By Obegi Malack
Olergesailie Village has been voted among the Best Tourism Villages in the world by the United Nations World Tourism Organization (UNWTO).
The announcement was made during 24th UNWTO General Assembly in Spain on Thursday.
Olergesailie is in Oltepesi Kajiado West along Magadi road.It was recognized for embracing tourism to provide opportunity and drive sustainable development.
A total 174 villages were proposed by 75 UNWTO Member States (each Member State could present a maximum of three villages) for the 2021 pilot initiative. Among which 44 were recognized as Best Tourism Villages by UNWTO.
Another 20 villages will enter the Upgrade Programme of the Initiative.
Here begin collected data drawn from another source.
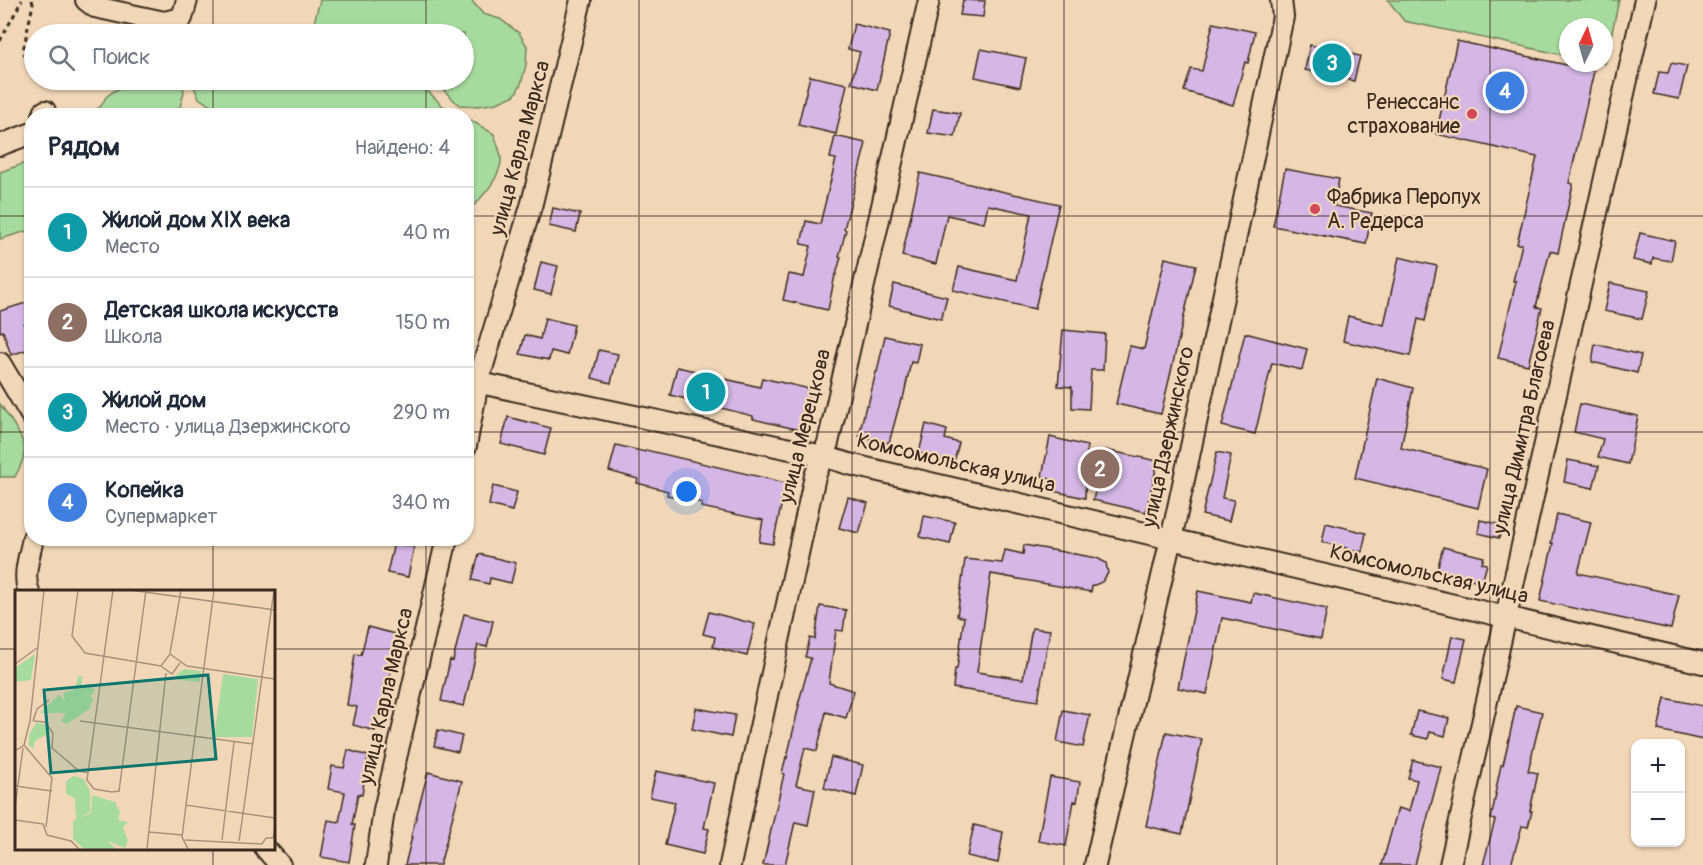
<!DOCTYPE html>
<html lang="ru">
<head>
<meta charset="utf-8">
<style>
  body { margin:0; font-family:Pangolin,sans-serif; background:#f2f2f3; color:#1f2937 }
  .controls { position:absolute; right:18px; bottom:18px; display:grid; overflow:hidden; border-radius:12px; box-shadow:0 2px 4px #0004 }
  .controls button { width:54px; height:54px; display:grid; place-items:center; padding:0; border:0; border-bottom:2px solid #e0e1e3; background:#fff; color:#1f2937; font:30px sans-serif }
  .compass { position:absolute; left:1559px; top:18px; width:54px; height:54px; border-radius:50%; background:#fff; box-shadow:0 2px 4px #0004; rotate:5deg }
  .you { position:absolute; left:687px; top:492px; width:21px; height:21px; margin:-15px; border:4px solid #fff; border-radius:50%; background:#1a73e8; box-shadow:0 0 0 9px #1a73e833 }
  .badge { display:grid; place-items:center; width:39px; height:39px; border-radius:50%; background:#0b8043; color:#fff; font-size:20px; font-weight:700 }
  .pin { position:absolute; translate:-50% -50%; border:3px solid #fff; box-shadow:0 2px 6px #0006 }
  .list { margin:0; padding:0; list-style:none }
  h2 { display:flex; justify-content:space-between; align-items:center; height:78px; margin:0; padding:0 24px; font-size:26px }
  h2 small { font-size:20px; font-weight:400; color:#747a83 }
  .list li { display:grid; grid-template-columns:39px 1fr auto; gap:18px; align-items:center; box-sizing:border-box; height:90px; padding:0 24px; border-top:2px solid #e0e1e3 }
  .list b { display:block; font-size:22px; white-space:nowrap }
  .list p { margin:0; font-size:20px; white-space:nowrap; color:#747a83 }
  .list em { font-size:20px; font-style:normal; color:#747a83 }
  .icon { flex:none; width:33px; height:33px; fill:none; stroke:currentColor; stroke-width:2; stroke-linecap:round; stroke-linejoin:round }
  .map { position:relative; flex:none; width:1703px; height:865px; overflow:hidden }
  .search { position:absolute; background:#fff; box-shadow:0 2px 4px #0004; left:24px; top:24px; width:450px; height:66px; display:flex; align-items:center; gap:15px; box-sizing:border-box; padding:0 21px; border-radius:33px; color:#747a83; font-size:22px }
  .panel { position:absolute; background:#fff; box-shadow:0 2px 4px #0004; left:24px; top:108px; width:450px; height:438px; border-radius:24px }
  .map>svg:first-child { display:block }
  .green { fill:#a7db9e; stroke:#71825e; stroke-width:1.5 }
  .building { fill:#d4b7e5; stroke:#3b2a1e; stroke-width:1.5 }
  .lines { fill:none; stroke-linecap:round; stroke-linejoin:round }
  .minor-casing { stroke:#3b2a1e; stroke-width:24 }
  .path { stroke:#3b2a1e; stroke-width:3; stroke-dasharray:4.5 4.5; stroke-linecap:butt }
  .minor { stroke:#f1d7b8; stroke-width:20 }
  .grid { fill:none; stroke:#3b2a1e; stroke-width:1.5; stroke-opacity:0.55 }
  .poi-dot { fill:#d1495b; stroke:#f1d7b8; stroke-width:2 }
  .labels { text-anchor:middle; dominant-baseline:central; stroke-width:4.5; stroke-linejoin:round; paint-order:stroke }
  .poi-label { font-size:21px; fill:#3b2a1e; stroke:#f1d7b8; text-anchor:end }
  .street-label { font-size:21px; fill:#3b2a1e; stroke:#f1d7b8 }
  .inset-road { fill:none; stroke:#a8927a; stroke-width:1.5 }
  .view { fill:#0f766e; fill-opacity:0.15; stroke:#0f766e; stroke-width:3 }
  .inset-edge { fill:none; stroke:#3b2a1e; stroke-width:3 }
</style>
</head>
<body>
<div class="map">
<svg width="1703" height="865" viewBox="0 0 1703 865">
  <rect width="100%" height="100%" fill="#f1d7b8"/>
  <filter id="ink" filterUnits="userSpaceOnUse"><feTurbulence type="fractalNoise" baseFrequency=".0167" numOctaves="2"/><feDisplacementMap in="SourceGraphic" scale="12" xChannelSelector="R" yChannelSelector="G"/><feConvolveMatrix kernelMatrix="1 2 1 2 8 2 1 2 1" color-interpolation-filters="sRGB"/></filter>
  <g filter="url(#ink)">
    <path class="green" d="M320 0H471L483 14 500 19 519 33 527 46 526 65 521 84 515 95 497 103 478 106 459 105 433 80H464V34H298L314 23Z
      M1388 0H1619L1605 64 1601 63H1604V27H1568V56L1404 21Z
      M137 80H182L184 92 178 115H89L101 106 106 97 114 91Z
      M191 80H386L390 84C398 84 407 82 414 84 433 89 439 109 457 115H217L219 112 199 98Z
      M467 118 494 134C496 141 500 150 501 157 503 177 479 200 467 213Z
      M31 161V230L0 239V172Z
      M0 404C7 414 21 434 24 445 26 455 20 468 15 477H0Z"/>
    <path class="building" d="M963 0 985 1 983 17 960 15Z
      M1213 23 1255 32 1248 63 1245 62 1233 105 1184 91 1191 69 1202 71Z
      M854 24 890 33 877 90 851 83 860 52 848 49Z
      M1457 41 1594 71 1569 183 1573 184 1558 253 1550 251 1536 307 1542 308 1528 365 1498 358 1516 281H1513L1522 244H1517L1537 157 1436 134Z
      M1310 45 1360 56 1354 81 1305 70Z
      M981 49 1026 58 1020 87 975 77Z
      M1671 63 1687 66 1679 99 1654 94 1659 72 1668 73Z
      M810 76 847 84 836 134 798 125Z
      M933 109 960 113 955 137 928 133Z
      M835 136 866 143 844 229 846 230 839 257H841L836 275H835L828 310 783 300 789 274 804 277 811 246 801 244 806 221 820 224 836 159 830 158Z
      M1285 169 1339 179 1334 206 1372 213 1366 244 1273 226Z
      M920 173 1059 204 1035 309 953 290 959 267 1017 280 1031 214 988 205 984 223 947 215 936 264 902 256Z
      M553 208 580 214 576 232 549 226Z
      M1640 233 1675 241 1671 261 1653 258 1652 264 1633 260Z
      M1399 257 1437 266 1425 321 1418 319 1410 356 1343 341 1348 316 1384 325Z
      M1165 258 1196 265 1161 414 1116 404 1130 346 1144 349Z
      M541 262 558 266 551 294 534 290Z
      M1610 283 1649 291 1642 319 1604 311Z
      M894 284 947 297 941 319 889 306Z
      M32 301V322L24 324 32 348 11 355 3 331 0 332V311Z
      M545 318 574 325 567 355 551 351 549 360 520 354 525 335 540 339Z
      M1063 330 1105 334 1103 370H1091L1089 409 1072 408V387L1058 386Z
      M1245 333 1307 349 1302 370 1272 363 1255 434 1222 426Z
      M885 336 920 344 916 363 911 362 903 399H901L889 443 859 436 866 405H868L876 372H877Z
      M1595 344 1641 355 1637 373 1592 362Z
      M599 350 618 354 611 383 592 378Z
      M677 367 696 371 694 382 722 389 725 379 760 387 762 378 810 389 800 430 753 419V416L670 395Z
      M1377 378 1413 388 1401 448 1487 469 1478 508 1355 478Z
      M1580 404 1638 416 1628 464 1598 457 1603 439 1574 432Z
      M508 417 551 428 544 455 501 444Z
      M926 424 947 430 945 439 959 443 954 462 919 453Z
      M1050 437 1087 446 1085 498 1048 490 1050 479 1042 476Z
      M616 445 645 452 646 450 786 483 773 544 759 542 763 520 701 507 702 503 667 495 668 491 637 483 638 479 609 471Z
      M1105 450 1158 461 1146 512 1093 500Z
      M1217 452 1231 455 1222 498 1234 500 1229 521 1202 515Z
      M1568 460 1599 466 1593 488 1564 482Z
      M493 486 517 492 512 511 489 505Z
      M848 497 868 503 859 533 839 528Z
      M1557 514 1591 522 1578 573 1679 595 1671 629 1540 601 1553 543H1551Z
      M924 516 955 522 950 544 920 537Z
      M1480 520 1503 525 1499 538 1478 533Z
      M1326 523 1366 533 1362 552 1322 542Z
      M394 543 414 547 408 577 387 573Z
      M1024 545 1097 558 1106 563 1108 573 1102 582 1092 586 1091 592 991 574 977 672 1023 679 1032 628 1050 630 1038 701 953 688 955 669H957L964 617 957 616 965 559 1002 563 1005 550 1023 554Z
      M1443 547 1484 557 1482 563 1487 564 1482 582 1437 570Z
      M479 554 516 563 511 583 490 578 489 584 472 580Z
      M1198 591 1251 602 1253 593 1327 609 1321 639 1222 618 1207 694 1178 688Z
      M820 606 846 610 843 631 836 630 829 683 854 691 846 718 826 712 817 751 805 748 796 785 815 789 808 825 795 822 785 865H763L784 774 782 773 786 757 787 758 799 705H798L811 658 805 657 810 638 815 639Z
      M709 612 755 624 747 656 713 647 715 637 703 634Z
      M464 614 493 621 487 647 478 645 464 706 441 701 450 660 453 661Z
      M368 627 399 635 382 711H379L375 731 353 725 357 707 347 705 355 654 361 655Z
      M1452 636 1466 639 1456 682 1443 679Z
      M1665 698 1703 706V740L1658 730Z
      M1516 706 1542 712 1528 771 1538 773 1530 811H1532L1528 827 1522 826 1511 865H1483L1495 820 1491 819 1496 794H1495L1501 765H1503L1507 748Z
      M696 708 735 715 731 737 692 729Z
      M1063 710 1090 715 1083 747 1057 742Z
      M1417 711 1449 718 1445 736 1430 732 1428 739 1411 735Z
      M438 730 462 736 458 752 434 746Z
      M1166 732 1202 739 1182 834 1146 826Z
      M348 750 368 756 362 795 358 794 352 825H355L349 862 321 857 328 820 339 822 345 792 328 789 332 766 344 768Z
      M831 757 863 765 856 796 824 788Z
      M1413 760 1441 767 1415 865H1382L1398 808 1409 811 1417 780 1408 778Z
      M656 771 714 783 704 828 709 829 703 854 665 845 675 802 650 797Z
      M428 772 462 781 440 865H405L412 837H411Z
      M1050 777 1080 782 1077 802 1074 801 1066 846 1038 841Z
      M974 825 1003 832 998 863 967 856Z"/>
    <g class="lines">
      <defs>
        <path id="minor" d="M86 0 95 7 164 22 182 18 187 0
          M43 116 45 111
          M0 145 32 133
          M0 363 32 417
          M466 380 823 456 849 464 1703 663
          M466 446 478 382 532 203 581 0
          M29 592C22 575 30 555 33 538
          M265 848 280 865
          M376 865 384 810 447 538
          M730 865 815 476 828 443 929 0
          M1095 865 1176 517 1283 17 1281 0
          M1450 865 1645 0"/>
      </defs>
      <use href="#minor" class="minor-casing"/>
      <path class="path" d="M32 0 33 4 23 51 31 70 34 71
        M0 41 22 0"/>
      <use href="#minor" class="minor"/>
    </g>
  </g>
  <path class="grid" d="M213 0V34M426 0V34M639 0V865M852 0V865M1064 0V865M1277 0V865M1490 0V865M213 80V116M426 80V116M0 216H32M466 216H1703M0 432H32M466 432H1703M213 538V592M426 538V865M0 649H16M273 649H1703M213 848V865"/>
  <g class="poi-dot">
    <circle cx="1472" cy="114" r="6"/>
    <circle cx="1315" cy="209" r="6"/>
  </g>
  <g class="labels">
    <g class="poi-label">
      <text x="1460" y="102">Ренессанс<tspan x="1460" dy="24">страхование</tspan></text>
      <text x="1327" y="197" text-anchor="start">Фабрика Перопух<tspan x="1327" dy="24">А. Редерса</tspan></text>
    </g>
    <g class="street-label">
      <text transform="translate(520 148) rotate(-75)">улица Карла Маркса</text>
      <text transform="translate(805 426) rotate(-76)">улица Мерецкова</text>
      <text transform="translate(1524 427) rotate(-77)">улица Димитра Благоева</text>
      <text transform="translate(1168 437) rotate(-78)">улица Дзержинского</text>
      <text transform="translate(956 463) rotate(13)">Комсомольская улица</text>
      <text transform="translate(1429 574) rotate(13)">Комсомольская улица</text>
      <text transform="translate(386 696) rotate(-77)">улица Карла Маркса</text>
    </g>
  </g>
  <g transform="translate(15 590)">
    <rect width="260" height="260" fill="#f1d7b8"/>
    <path d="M20 64 16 90 0 92V78ZM169 79 186 81 185 92 165 90 161 85ZM208 84 243 89 237 147H199ZM63 86H67V95L74 94 80 100 76 106 66 101 78 108 74 119 52 134 46 131 51 123H25L44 105 50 111 48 103 60 99ZM21 133 29 134 35 142 20 151 18 159 14 155V145ZM59 186 69 189 75 201V222L61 230 60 208 51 204V191ZM77 205 100 212 105 222 103 230 113 232 108 237 113 251 110 258 93 251 101 259H69L58 249V231L76 223Z" fill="#a7db9e"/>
    <path class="inset-road" d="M63 0 57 46 70 63 146 76M98 0 72 190 79 199 97 202 104 201 131 0M115 0 260 20M155 63 166 0M165 73 157 84 146 76 155 64 172 76 260 89M0 74 22 58M18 131 22 119 34 110M18 131 30 132 38 143M65 131 238 154M38 143 37 158 64 181 73 183M9 155 37 188 31 237M0 161 9 155 15 131 29 0M0 196 37 201M171 215 199 0M0 217 8 158M228 224 259 0M0 230 28 234 32 245 56 251 64 259M134 242 167 245M170 250 247 254 251 248H258L260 239M207 250 219 152M224 251 228 224M132 259 151 83M173 259 167 247 171 215 260 228"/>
    <path class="view" d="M193 85 201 169 36 183 29 100Z"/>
    <rect width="260" height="260" class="inset-edge"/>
  </g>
</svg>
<div class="controls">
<button>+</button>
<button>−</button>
</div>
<svg class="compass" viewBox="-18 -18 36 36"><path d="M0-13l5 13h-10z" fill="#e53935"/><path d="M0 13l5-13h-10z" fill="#747a83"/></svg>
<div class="you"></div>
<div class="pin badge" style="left:706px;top:392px;background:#0f9aa8">1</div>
<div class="pin badge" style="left:1100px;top:469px;background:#8d6e63">2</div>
<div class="pin badge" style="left:1332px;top:63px;background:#0f9aa8">3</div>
<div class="pin badge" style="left:1505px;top:91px;background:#3f7fe0">4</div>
<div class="search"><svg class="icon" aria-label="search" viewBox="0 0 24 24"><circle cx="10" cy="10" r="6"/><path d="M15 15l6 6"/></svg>Поиск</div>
<section class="panel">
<h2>Рядом<small>Найдено: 4</small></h2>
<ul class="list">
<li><span class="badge" style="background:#0f9aa8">1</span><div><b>Жилой дом XIX века</b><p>Место</p></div><em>40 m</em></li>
<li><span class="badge" style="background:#8d6e63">2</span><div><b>Детская школа искусств</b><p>Школа</p></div><em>150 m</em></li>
<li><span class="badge" style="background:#0f9aa8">3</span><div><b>Жилой дом</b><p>Место · улица Дзержинского</p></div><em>290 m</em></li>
<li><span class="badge" style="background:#3f7fe0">4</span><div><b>Копейка</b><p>Супермаркет</p></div><em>340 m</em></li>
</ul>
</section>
</div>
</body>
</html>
All 64 villages enter to make part of the UNWTO Best Tourism Villages Network
The ‘Best Tourism Villages by UNWTO’Recognizes villages which are an outstanding example of a rural tourism destination with recognized cultural and natural assets, that preserve and promote rural and community-based values, products and lifestyle and have a clear commitment to innovation and sustainability in all its aspects – economic, social and environmental.
Charles Leshore director Maa Museum and Centre for Indigenous Culture said the recognition calls for strategic action points towards the development of rural tourism.
“This is an honour of Maa forefathers and elders our honourable custodians of land culture and heritage, they are today benefiting from what I call milking the Rhino. We dedicate the best tourism villages to the next generation” he said.
Leshore who has been researching about the village and had sent the proposals for the recognition said the acknowledgment will contribute in promoting tourism, culture and heritage a driver of rural development.
It will also contribute wellbeing of communities especially after Covid-19 and effects of climate change and advance the role of culture, heritage and tourism in valuing and safeguarding rural villages.
The village hosts conference venue for donkeys on leave and “factory of stone tools” and the only place in the world with the largest number of hand axes and representing some of the first camping places of early man.